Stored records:
BEGIN
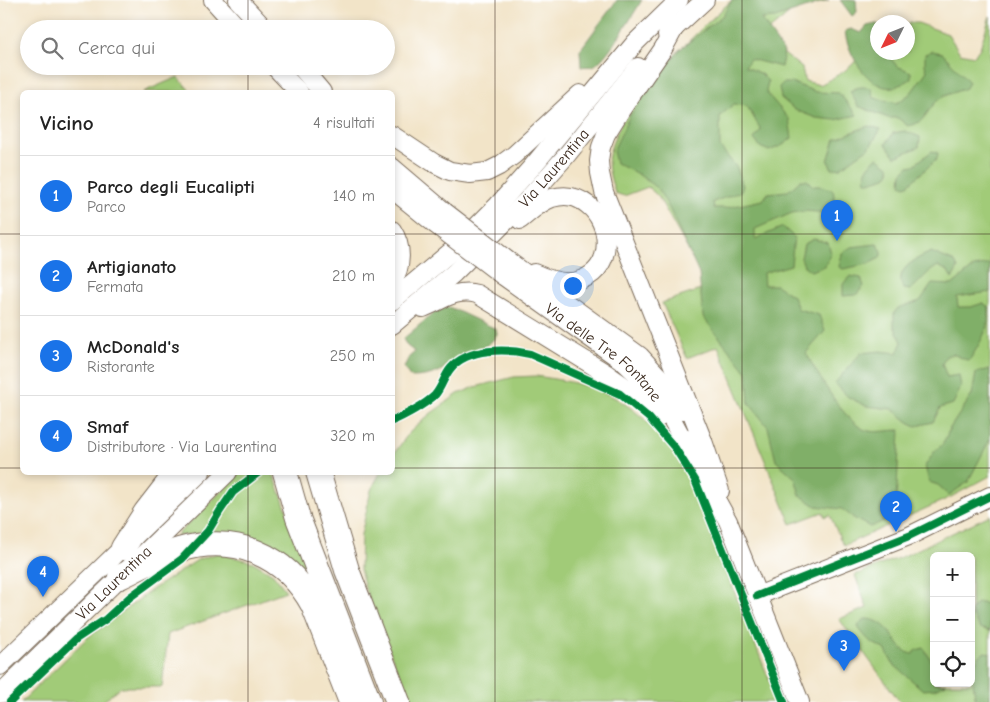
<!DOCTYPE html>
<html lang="it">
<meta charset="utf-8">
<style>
:root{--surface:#fff;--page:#f2f2f2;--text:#222;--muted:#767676;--line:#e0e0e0;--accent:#1a73e8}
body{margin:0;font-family:"Comic Neue",sans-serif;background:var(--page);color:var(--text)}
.controls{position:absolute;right:15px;bottom:15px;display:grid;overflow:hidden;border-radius:8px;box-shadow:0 2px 8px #0003}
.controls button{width:45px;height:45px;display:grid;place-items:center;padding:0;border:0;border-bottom:1px solid var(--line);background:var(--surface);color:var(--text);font:25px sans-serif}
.compass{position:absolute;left:870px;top:15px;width:45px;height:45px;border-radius:50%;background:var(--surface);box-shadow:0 2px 8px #0003;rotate:227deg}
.you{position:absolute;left:572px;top:285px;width:18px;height:18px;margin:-12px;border:4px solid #fff;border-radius:50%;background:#1a73e8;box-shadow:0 0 0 8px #1a73e833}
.badge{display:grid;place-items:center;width:32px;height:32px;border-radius:50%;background:var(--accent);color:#fff;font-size:16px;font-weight:700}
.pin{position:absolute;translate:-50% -41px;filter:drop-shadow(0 1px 2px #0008)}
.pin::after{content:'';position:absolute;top:26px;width:18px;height:15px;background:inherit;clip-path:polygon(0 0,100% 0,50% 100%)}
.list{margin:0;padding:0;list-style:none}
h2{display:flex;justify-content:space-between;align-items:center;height:65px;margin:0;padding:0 20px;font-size:21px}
h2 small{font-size:16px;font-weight:400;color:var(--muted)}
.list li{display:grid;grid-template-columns:32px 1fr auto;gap:15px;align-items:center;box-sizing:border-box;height:80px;padding:0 20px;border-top:1px solid var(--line)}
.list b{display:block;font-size:19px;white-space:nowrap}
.list p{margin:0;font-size:16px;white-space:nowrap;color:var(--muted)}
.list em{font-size:16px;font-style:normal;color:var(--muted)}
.icon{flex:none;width:28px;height:28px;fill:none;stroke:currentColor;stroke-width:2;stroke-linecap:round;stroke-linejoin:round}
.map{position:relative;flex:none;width:990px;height:702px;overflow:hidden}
.search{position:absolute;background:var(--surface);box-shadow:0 2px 8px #0003;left:20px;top:20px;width:375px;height:55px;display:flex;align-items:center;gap:12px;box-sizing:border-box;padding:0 18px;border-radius:28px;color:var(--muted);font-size:19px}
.panel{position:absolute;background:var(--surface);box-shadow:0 2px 8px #0003;left:20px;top:90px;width:375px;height:385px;border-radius:8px}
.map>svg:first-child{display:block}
.green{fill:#a1cb78;stroke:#6e7a4b;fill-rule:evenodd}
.forest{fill:#80af68;stroke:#5e6c43}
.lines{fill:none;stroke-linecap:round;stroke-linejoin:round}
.secondary-casing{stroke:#7b6b5a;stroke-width:20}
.highway-casing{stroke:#7b6b5a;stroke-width:26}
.secondary{stroke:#fff;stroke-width:18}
.highway{stroke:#fff;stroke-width:24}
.secondary-bridge-casing{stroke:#7b6b5a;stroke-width:20;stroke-linecap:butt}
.secondary-bridge{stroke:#fff;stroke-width:18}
.cycleway-casing{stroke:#fff;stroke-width:11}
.cycleway{stroke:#00873e;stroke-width:8}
.grid{fill:none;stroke:#3b2a1e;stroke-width:1;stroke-opacity:0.55}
.labels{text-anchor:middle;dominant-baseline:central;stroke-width:5;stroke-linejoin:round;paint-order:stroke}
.street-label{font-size:16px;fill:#3b2a1e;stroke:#fff}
</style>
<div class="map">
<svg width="990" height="702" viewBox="0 0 990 702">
<rect width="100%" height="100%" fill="#fff"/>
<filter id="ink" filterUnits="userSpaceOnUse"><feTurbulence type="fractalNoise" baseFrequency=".02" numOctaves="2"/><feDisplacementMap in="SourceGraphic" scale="10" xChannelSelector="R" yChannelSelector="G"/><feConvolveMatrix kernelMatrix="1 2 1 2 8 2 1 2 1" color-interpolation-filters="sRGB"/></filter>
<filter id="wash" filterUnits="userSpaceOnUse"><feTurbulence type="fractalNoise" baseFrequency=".0096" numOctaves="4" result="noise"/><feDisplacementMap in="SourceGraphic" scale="20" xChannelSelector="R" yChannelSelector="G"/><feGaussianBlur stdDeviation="1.12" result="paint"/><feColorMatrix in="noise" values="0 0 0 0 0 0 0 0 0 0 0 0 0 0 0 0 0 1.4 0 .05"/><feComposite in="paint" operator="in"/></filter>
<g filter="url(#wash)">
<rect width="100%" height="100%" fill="#f2e4c8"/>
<g class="green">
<path d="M732,0H792L798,6L766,33L784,54L802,68L805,81L820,85L843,72L852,65L877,35L878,52H908V23H918L948,34L960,53L974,56L980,48L990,16V476L951,497L845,545L842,543L830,515L825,517L823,512L791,524L718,346L687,358L662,303L709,287L658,196L648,187L624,196L615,193C612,182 606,167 609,155C620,103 693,36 732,0Z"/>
<polygon points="178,77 191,92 143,92"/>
<path d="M536,376C555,379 574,382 593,388C637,403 671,442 691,482L778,702H410L366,592L360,569L361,535L371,490L380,473L392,472L393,455L409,433L430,414L458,394L475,387L514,377Z"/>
<path d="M240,473H273L313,580C288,558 261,535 226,533C210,532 192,535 176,536Z"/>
<path d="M990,515V702H900L839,619L867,608L855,575L906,555ZM934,556H971V683H934Z"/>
<polygon points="218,553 253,562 273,574 286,591 168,634 162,687 121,687 102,702 21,702 87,638 153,589 199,559"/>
</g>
<g class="forest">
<path d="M617,0H642C634,13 606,61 593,66C589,67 584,66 581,67L580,50Z"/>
<path d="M732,0H829L775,18L761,19L784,52L781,67L750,59L745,66L761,74L768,81L766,92L789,119L792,138L783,145L769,151L760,147L754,139L761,130L747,106L734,104L720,116V147L737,168L743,186L740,192L713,202L714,208H725L763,200L768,193L788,191L801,180H807L813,186H823L833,190L836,206L828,213L805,211L792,213L755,229V239L783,227L794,237L791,265L763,273L764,285H776L793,296L798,309L819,315L825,331L806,353C816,371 847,428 869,431C876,433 891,430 900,430L896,504L887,520L870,527L855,519L842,509L816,506L800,495L795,478L776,461L768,427L749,403L747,372L703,317L699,274L669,208L658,189L638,174L616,163L613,151L630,115L679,50L722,16Z"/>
<polygon points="840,0 856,0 857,12 852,16"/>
<path d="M876,24H878V52L886,53L897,66L911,72V79C904,83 894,89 885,87C864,82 847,51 845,31L851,29L861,33L867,26Z"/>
<path d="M932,51L942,53L969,82L966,88C957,92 945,94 937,101C925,112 926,123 908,126L898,118H888L858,106L850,91C857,87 862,86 871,88L874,98L897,103L910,94L927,71L925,65V54Z"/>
<polygon points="783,83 793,83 816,92 839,93 857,115 835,120 816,118 795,110 781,98 779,87"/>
<polygon points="868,126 881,129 869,148 840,168 832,169 828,161 835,139"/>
<polygon points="905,131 920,137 919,147 895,157 886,144 893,133"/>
<polygon points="932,151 938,153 937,159 908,185 905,186 901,184 902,173 909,166 914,165"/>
<polygon points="877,157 889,166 890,172 886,177 869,182 865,180 866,170"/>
<polygon points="814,239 828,243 831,253 825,266 811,271 804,266 801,258 804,244"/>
<polygon points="877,244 882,251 880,258 868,264 843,269 839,267 842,253 851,247"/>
<path d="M931,252L955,262L958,268L952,279L948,271L938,266L929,272L911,290L903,289C902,285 900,280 901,277C903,264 921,257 931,252Z"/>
<path d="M990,264V292L957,297L958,307H971L983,303L989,307C990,329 980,343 969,361L953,354L946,356L942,364L947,377L959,375L961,387L953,404L940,408L933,422L916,426L908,422L892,409L866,406L848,397L835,383L861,353L881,351L897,353L902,342L894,326V313L898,308L920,301L932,284L952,285L974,267Z"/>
<polygon points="850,276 861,278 864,286 856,295 843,296 843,284"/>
<path d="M449,307L496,329L497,334C490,350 468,351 454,360C448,363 444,370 438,372C429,376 420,377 410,377L404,367L409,357L415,352L407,346L403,339L436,311Z"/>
<polygon points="990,369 990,439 968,482 949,495 938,485 929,482 925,466 935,451 943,444 950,428 972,395 976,373"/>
<polygon points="977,603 985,603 990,608 990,631 980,628 972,615 971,609"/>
<path d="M865,619C894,619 894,653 913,654L916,650L924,648L932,662H934V683L946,684L934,689L923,690L893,664L885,649C871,643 867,640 858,627L860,623Z"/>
<path d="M985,652L990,653V702H976C973,687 969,660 985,652Z"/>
</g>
</g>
<g filter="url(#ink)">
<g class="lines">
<defs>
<g id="secondary">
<polyline points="213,0 239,29"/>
<polyline points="238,0 265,29"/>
<polyline points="675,27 663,49 621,110 606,134 601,147 599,161 600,173 604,192 703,441"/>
<polyline points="667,35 705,0"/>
<polyline points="274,66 299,92"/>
<polyline points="300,66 322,92"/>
<polyline points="392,135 434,163 450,171 470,174 487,172 499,166 514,155 580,94"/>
<polyline points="392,167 445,212"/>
<polyline points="392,189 435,224"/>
<path d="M520,220C530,212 540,202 552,198C566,194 577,196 588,205C611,223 614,266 583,279C568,286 549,280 534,273"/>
<path d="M392,230C403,247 402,266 392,283"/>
<polyline points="511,263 640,356 663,381 683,410"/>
<path id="s1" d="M502,275L624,362L641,378L669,414L728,521L800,702"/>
<polyline points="392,301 453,250 498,205 532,167 635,43 679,0"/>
<path d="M423,308C441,301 456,288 477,294L607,374L638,396L660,417"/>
<path id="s2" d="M392,325L454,273L527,200L565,157L638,67"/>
<polyline points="697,432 703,441 720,491"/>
<polyline points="757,596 909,536 990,496"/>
<polyline points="0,666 201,472"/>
<path id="s3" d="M0,694L228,472"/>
</g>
<g id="highway">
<polyline points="285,472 298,518 369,702"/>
<polyline points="318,472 347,570 398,702"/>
<polyline points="123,548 146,512 177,472"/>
<path d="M120,577C139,568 159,556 179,550C235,533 286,555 313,605L351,702"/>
</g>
</defs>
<use href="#secondary" class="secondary-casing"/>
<use href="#highway" class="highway-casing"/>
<use href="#secondary" class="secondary"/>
<use href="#highway" class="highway"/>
<defs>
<g id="secondary-bridge">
<polyline points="445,212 511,263"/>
<polyline points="435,224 502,275"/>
</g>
</defs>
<use href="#secondary-bridge" class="secondary-bridge-casing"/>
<use href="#secondary-bridge" class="secondary-bridge"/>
<defs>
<g id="cycleway">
<path d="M392,421C404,416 426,404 435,395C442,387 444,376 451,368C468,348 506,348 530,354L620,394L649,418L675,448L695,480L784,702"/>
<polyline points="757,596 909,536 990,496"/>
<polyline points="10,702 76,639 106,619 130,597 182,559 208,531 220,511 233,492 259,472"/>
</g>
</defs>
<use href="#cycleway" class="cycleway-casing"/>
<use href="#cycleway" class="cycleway"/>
</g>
</g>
<path class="grid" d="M248,0V29M495,0V702M742,0V702M248,66V92M0,234H22M392,234H990M0,468H22M392,468H990M248,472V702"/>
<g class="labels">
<g class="street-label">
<text stroke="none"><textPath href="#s2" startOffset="226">Via Laurentina</textPath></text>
<text stroke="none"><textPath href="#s1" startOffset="128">Via delle Tre Fontane</textPath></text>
<text stroke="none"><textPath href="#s3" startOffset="159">Via Laurentina</textPath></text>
</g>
</g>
</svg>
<div class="controls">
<button>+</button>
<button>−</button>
<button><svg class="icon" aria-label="locate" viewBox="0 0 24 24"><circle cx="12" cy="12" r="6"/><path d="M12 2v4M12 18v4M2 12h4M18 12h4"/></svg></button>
</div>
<svg class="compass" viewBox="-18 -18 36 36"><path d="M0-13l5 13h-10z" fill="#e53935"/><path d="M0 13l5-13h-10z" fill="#767676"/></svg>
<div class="you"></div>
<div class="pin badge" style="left:837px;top:241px">1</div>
<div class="pin badge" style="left:896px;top:532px">2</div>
<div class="pin badge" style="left:844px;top:671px">3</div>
<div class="pin badge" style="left:43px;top:597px">4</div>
<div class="search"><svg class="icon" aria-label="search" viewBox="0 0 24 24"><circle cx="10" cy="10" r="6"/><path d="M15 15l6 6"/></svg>Cerca qui</div>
<section class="panel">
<h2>Vicino<small>4 risultati</small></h2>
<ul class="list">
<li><span class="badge">1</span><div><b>Parco degli Eucalipti</b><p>Parco</p></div><em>140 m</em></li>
<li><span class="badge">2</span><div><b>Artigianato</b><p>Fermata</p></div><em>210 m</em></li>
<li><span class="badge">3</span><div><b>McDonald's</b><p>Ristorante</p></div><em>250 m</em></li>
<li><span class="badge">4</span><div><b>Smaf</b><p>Distributore · Via Laurentina</p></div><em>320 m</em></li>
</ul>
</section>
</div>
END
**EXERCISE INSTRUCTIONS**
When the entries above show the word "wash" in a line, copy that line out.

**RESPONSE TO THIS EXERCISE**
<filter id="wash" filterUnits="userSpaceOnUse"><feTurbulence type="fractalNoise" baseFrequency=".0096" numOctaves="4" result="noise"/><feDisplacementMap in="SourceGraphic" scale="20" xChannelSelector="R" yChannelSelector="G"/><feGaussianBlur stdDeviation="1.12" result="paint"/><feColorMatrix in="noise" values="0 0 0 0 0 0 0 0 0 0 0 0 0 0 0 0 0 1.4 0 .05"/><feComposite in="paint" operator="in"/></filter>
<g filter="url(#wash)">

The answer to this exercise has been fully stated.